By helping students safely walk or bike to school, it also helps them integrate healthy habits into their daily lives. Walking and biking to school can help children get the recommended 60 minutes of physical activity a day. Safe Routes has other benefits including decreasing the risk for chronic diseases and injuries, improving attendance and academic performance, while reducing tardiness and traffic congestion.
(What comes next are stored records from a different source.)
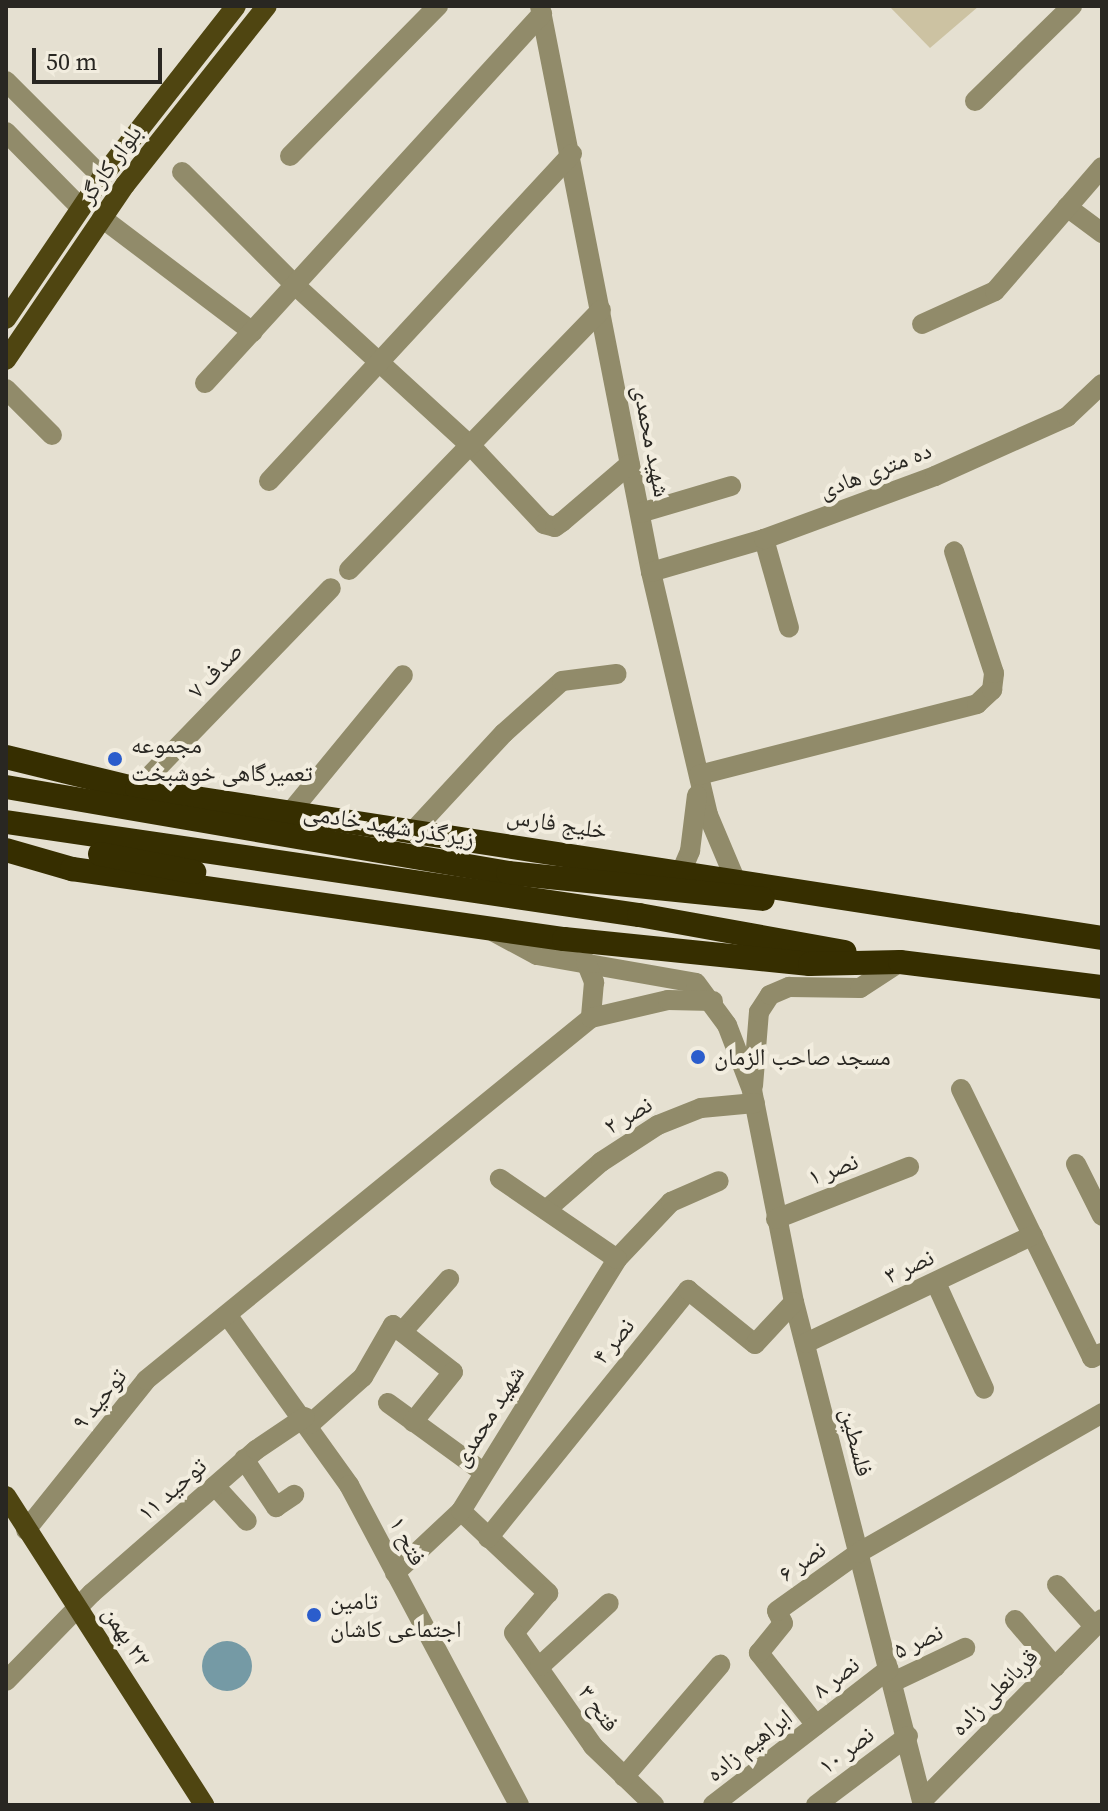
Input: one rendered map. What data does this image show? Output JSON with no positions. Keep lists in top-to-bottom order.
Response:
{
  "streets": {
    "highway": ["خلیج فارس", "زیرگذر شهید خادمی"],
    "main road": ["بلوار کارگر", "٢٢ بهمن"],
    "street": [
      "شهید محمدی",
      "ده متری هادی",
      "صدف ۷",
      "نصر ۲",
      "نصر ۱",
      "نصر ۳",
      "نصر ۴",
      "توحید ۹",
      "فلسطین",
      "توحید ۱۱",
      "فتح ۱",
      "نصر ۶",
      "نصر ۵",
      "نصر ۸",
      "قربانعلی زاده",
      "فتح ۳",
      "ابراهیم زاده",
      "نصر ۱۰"
    ]
  },
  "crossings": [
    ["شهید محمدی", "ده متری هادی"],
    ["شهید محمدی", "خلیج فارس"],
    ["شهید محمدی", "فتح ۱"],
    ["صدف ۷", "خلیج فارس"],
    ["خلیج فارس", "زیرگذر شهید خادمی"],
    ["نصر ۲", "فلسطین"],
    ["نصر ۱", "فلسطین"],
    ["نصر ۳", "فلسطین"],
    ["نصر ۴", "فلسطین"],
    ["نصر ۴", "فتح ۳"],
    ["توحید ۹", "فتح ۱"],
    ["توحید ۹", "٢٢ بهمن"],
    ["فلسطین", "نصر ۶"],
    ["فلسطین", "نصر ۵"],
    ["فلسطین", "نصر ۸"],
    ["فلسطین", "قربانعلی زاده"],
    ["فلسطین", "نصر ۱۰"],
    ["توحید ۱۱", "فتح ۱"],
    ["توحید ۱۱", "٢٢ بهمن"],
    ["نصر ۶", "نصر ۸"],
    ["نصر ۶", "ابراهیم زاده"],
    ["نصر ۵", "نصر ۸"],
    ["نصر ۸", "ابراهیم زاده"]
  ],
  "places": ["مجموعه تعمیرگاهی خوشبخت", "مسجد صاحب الزمان", "تامین اجتماعی کاشان"],
  "scale_bar": "50 m"
}
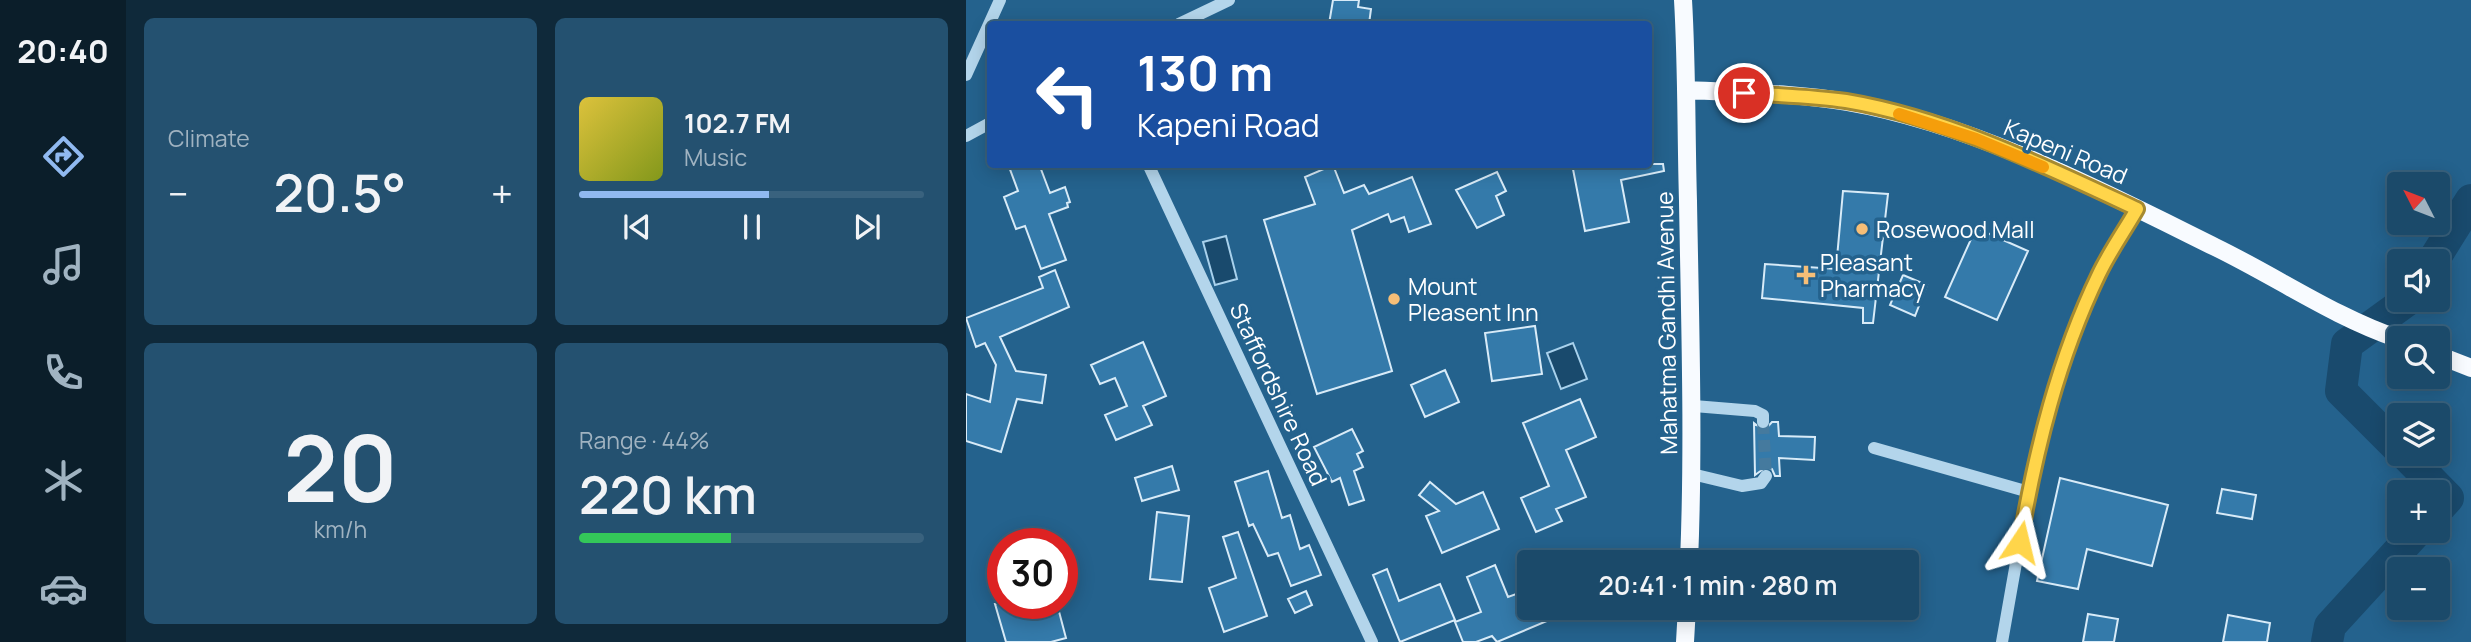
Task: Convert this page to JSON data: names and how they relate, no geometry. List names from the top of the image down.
{
  "streets": {
    "main road": ["Kapeni Road", "Mahatma Gandhi Avenue"],
    "street": ["Staffordshire Road"]
  },
  "crossings": [
    ["Kapeni Road", "Mahatma Gandhi Avenue"]
  ],
  "places": {
    "other": ["Rosewood Mall", "Mount Pleasent Inn"],
    "health": ["Pleasant Pharmacy"]
  },
  "north": "top left",
  "page": {
    "tabs": "20:40",
    "tile": [
      "Climate",
      ["20", "km/h"],
      ["Range · 44%", "220 km"]
    ],
    "turn": ["130 m", "Kapeni Road"],
    "song": ["102.7 FM", "Music"],
    "heat": ["−", "20.5°", "+"],
    "map_buttons": ["+", "−"],
    "limit": "30",
    "trip": "20:41 · 1 min · 280 m"
  }
}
In Billings, several schools are working on Safe Routes to School projects. Two schools are encouraging Walking School Buses, in which trained volunteers, called Route Leaders, walk with students along an established route. Students can join the Walking School Bus at set stops and times along the route. Students can have fun with friends and be more independent, while they remain under adult supervision. Parents who become route leaders can spend more time with their children and help their families be more active. Two pilot Walking School Bus programs will kick off this fall at Highland and McKinley elementary schools. Volunteers are needed as leaders.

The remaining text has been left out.